● TASK BRIEF: Copy, word for word, the lines of the entries below between the one with "const poly = rows" and the one with "ctx.font = font", inclusive, and leave out everything else.

====

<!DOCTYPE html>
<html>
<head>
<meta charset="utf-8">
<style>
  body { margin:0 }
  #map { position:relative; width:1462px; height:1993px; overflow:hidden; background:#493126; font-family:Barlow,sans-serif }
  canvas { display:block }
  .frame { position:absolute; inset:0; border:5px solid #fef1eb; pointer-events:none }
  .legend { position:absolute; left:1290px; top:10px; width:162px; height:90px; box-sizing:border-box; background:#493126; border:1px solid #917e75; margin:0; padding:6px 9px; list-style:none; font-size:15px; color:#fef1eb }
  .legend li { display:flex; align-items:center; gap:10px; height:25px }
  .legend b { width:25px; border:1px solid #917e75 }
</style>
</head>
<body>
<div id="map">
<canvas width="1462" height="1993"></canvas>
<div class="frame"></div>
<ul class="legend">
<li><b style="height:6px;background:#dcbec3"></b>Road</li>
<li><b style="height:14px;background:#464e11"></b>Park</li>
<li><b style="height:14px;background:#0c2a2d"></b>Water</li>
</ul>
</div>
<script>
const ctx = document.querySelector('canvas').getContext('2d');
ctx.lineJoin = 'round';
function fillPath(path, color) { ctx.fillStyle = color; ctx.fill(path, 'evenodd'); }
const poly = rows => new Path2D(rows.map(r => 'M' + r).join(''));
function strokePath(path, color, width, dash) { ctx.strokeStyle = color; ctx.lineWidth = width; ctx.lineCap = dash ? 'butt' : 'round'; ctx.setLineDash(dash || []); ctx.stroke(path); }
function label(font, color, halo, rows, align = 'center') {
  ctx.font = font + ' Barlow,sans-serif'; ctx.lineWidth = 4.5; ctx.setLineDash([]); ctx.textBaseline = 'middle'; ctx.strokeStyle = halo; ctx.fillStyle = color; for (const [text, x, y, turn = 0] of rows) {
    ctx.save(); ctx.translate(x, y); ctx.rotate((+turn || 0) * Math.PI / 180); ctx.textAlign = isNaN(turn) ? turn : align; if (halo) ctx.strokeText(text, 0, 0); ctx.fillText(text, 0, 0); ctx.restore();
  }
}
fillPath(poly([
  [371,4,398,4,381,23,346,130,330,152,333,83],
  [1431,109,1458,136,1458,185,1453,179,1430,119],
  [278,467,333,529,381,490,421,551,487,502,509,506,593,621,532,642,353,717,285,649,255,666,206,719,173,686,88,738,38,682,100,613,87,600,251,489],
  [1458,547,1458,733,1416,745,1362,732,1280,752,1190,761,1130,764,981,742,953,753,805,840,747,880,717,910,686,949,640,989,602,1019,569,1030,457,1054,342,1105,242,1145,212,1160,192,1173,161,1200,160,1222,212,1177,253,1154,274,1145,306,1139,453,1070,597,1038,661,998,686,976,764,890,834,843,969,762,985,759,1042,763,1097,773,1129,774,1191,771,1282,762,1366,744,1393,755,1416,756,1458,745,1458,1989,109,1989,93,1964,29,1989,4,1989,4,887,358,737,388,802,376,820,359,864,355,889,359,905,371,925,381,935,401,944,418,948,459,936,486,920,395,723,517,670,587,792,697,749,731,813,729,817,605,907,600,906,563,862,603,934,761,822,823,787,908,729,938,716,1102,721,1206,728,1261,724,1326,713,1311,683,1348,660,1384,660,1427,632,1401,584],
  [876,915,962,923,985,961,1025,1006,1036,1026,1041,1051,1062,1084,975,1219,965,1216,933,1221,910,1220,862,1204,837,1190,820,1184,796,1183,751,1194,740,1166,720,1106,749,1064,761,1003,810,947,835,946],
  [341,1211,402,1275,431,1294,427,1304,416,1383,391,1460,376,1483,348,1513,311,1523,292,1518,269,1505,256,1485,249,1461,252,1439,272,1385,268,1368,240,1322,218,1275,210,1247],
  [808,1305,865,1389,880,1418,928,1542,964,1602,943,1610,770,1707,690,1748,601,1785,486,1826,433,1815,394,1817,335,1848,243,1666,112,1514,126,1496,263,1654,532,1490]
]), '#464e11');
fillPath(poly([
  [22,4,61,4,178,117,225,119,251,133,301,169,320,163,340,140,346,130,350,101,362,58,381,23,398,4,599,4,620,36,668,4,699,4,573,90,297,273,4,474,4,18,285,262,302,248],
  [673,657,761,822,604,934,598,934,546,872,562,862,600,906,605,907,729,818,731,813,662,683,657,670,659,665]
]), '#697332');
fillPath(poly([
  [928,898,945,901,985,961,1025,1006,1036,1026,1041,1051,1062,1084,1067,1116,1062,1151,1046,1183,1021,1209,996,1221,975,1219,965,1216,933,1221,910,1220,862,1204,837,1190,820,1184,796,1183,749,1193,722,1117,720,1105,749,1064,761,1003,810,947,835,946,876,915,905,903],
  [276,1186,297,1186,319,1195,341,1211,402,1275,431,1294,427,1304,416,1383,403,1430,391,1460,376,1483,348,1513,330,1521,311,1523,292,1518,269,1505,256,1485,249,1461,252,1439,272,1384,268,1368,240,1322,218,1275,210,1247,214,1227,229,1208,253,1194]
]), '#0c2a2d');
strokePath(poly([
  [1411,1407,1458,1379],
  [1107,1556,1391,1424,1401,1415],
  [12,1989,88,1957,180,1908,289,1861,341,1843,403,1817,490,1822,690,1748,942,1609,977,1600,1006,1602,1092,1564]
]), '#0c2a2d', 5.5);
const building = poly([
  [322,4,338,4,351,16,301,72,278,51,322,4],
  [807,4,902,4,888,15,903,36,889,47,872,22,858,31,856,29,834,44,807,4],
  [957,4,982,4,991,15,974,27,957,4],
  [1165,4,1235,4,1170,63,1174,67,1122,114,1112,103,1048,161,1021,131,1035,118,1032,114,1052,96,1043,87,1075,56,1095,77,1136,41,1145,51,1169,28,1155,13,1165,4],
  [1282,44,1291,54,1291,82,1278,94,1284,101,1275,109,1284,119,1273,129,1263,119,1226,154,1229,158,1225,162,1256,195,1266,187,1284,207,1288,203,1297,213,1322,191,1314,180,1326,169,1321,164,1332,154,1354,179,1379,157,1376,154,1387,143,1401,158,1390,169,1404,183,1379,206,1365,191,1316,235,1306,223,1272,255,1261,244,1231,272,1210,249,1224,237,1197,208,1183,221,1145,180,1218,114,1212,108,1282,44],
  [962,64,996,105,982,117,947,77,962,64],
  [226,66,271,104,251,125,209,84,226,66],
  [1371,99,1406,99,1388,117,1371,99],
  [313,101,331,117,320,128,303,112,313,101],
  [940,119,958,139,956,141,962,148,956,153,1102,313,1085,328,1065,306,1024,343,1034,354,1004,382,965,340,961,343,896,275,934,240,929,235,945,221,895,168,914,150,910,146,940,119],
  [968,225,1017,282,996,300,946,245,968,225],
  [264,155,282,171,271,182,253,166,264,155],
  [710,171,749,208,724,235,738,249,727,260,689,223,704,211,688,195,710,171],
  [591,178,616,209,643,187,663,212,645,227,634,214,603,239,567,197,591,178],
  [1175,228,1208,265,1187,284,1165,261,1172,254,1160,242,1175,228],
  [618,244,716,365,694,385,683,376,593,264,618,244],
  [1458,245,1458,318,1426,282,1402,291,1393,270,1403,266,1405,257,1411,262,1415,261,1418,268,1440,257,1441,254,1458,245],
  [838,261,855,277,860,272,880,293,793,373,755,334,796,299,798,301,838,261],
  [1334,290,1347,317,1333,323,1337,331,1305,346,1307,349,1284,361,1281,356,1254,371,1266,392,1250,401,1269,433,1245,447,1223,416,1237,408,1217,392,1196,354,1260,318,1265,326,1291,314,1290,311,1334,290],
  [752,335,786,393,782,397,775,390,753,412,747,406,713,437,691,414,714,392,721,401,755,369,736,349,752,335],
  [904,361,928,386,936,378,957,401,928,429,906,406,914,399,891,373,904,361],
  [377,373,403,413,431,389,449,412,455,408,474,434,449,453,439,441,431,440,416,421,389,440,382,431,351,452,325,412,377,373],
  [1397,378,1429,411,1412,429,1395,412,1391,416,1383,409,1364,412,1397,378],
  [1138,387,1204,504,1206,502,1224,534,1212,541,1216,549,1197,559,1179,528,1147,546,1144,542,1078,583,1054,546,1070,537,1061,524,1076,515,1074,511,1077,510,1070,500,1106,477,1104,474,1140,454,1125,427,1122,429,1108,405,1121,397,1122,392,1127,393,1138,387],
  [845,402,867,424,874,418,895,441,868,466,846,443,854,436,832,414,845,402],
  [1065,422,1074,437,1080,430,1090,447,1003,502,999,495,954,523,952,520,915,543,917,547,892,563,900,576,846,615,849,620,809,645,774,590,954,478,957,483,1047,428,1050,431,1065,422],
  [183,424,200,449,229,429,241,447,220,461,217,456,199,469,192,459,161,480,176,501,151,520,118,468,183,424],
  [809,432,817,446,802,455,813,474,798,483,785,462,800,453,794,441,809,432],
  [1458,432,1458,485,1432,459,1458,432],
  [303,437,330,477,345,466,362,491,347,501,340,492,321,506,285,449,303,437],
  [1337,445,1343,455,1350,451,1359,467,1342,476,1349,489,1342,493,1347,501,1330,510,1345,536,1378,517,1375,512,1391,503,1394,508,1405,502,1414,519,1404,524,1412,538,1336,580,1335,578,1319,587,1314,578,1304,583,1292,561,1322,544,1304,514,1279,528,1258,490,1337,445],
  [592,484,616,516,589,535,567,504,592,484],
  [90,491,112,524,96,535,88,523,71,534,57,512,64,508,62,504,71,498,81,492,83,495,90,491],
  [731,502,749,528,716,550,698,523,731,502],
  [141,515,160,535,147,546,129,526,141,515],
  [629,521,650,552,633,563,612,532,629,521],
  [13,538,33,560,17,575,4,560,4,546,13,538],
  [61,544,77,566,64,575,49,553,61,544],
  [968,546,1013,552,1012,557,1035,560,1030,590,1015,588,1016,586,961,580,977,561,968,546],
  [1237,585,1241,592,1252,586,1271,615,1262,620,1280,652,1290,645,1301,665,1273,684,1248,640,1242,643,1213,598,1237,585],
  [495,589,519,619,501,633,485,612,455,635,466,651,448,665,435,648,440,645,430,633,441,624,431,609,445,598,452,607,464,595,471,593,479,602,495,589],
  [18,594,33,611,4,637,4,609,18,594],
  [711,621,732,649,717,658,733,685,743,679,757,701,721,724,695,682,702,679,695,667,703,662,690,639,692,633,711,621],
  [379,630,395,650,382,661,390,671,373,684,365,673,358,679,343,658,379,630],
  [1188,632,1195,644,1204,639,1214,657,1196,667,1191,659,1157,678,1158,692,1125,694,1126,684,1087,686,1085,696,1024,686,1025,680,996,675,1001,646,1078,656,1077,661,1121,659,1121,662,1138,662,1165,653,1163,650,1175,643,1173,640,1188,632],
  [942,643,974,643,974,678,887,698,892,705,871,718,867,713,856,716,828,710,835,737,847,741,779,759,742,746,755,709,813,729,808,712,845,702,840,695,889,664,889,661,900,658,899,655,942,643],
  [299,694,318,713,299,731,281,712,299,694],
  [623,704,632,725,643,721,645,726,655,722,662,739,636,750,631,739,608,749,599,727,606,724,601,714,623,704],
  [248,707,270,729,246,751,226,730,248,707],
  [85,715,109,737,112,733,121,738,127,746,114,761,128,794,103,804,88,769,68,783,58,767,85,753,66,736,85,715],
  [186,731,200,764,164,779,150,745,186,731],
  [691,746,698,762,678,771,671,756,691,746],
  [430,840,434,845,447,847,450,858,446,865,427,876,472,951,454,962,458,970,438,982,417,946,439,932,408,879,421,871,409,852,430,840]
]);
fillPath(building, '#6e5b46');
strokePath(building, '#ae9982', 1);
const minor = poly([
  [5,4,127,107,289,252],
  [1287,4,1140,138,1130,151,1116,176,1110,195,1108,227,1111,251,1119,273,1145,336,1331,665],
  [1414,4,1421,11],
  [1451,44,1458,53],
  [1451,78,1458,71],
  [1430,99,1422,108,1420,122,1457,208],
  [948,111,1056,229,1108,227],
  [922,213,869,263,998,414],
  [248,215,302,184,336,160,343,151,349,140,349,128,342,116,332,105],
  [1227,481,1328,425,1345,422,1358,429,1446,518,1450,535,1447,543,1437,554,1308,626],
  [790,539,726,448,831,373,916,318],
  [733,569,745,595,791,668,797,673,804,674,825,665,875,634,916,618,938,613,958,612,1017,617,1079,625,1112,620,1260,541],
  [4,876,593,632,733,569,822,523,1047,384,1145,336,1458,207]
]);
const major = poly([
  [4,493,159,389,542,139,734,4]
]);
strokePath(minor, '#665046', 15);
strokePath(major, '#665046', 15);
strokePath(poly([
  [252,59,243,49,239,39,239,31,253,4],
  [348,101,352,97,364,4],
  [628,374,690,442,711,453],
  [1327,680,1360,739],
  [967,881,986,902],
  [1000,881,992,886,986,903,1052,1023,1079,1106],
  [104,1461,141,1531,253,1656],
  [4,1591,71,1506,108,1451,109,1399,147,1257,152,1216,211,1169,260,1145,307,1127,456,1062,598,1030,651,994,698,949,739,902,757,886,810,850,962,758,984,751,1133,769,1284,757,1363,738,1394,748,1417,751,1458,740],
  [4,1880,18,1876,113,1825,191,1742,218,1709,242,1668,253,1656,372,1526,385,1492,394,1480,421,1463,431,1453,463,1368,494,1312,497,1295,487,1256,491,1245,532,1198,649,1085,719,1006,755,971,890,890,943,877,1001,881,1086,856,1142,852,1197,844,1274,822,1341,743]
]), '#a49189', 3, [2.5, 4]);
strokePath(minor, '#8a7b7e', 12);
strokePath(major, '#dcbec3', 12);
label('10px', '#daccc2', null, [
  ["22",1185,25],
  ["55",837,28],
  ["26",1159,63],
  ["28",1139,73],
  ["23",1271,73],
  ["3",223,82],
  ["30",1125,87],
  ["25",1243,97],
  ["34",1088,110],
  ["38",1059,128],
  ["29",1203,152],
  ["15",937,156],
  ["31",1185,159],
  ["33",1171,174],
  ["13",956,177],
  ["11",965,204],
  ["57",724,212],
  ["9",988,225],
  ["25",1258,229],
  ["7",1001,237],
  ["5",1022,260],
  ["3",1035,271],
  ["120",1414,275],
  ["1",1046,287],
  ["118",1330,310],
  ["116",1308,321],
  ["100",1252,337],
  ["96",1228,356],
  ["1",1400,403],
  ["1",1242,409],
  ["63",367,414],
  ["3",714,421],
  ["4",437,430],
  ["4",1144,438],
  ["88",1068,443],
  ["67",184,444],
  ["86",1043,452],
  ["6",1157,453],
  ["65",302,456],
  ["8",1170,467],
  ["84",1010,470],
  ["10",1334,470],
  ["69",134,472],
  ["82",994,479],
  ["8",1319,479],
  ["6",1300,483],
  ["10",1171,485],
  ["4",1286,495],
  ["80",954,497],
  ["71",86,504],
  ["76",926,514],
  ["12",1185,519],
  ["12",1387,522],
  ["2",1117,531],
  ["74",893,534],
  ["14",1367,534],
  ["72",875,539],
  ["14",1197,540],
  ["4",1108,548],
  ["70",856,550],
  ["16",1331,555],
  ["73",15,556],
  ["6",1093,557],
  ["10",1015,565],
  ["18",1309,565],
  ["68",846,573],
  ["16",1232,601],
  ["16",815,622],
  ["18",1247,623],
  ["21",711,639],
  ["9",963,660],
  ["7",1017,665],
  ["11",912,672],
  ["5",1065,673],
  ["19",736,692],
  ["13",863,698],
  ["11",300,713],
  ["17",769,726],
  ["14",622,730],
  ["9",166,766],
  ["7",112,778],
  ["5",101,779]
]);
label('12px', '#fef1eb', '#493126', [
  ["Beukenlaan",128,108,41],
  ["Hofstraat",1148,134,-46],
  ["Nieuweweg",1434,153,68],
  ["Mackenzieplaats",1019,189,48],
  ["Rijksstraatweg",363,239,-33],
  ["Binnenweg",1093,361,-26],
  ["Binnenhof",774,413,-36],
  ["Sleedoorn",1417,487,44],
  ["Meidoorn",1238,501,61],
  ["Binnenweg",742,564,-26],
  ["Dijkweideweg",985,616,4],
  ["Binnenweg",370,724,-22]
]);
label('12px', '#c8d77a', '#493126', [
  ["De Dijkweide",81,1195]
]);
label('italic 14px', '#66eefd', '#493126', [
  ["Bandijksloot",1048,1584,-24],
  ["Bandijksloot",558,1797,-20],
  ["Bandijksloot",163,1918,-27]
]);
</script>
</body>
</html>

====

● OUTPUT BELOW:
const poly = rows => new Path2D(rows.map(r => 'M' + r).join(''));
function strokePath(path, color, width, dash) { ctx.strokeStyle = color; ctx.lineWidth = width; ctx.lineCap = dash ? 'butt' : 'round'; ctx.setLineDash(dash || []); ctx.stroke(path); }
function label(font, color, halo, rows, align = 'center') {
  ctx.font = font + ' Barlow,sans-serif'; ctx.lineWidth = 4.5; ctx.setLineDash([]); ctx.textBaseline = 'middle'; ctx.strokeStyle = halo; ctx.fillStyle = color; for (const [text, x, y, turn = 0] of rows) {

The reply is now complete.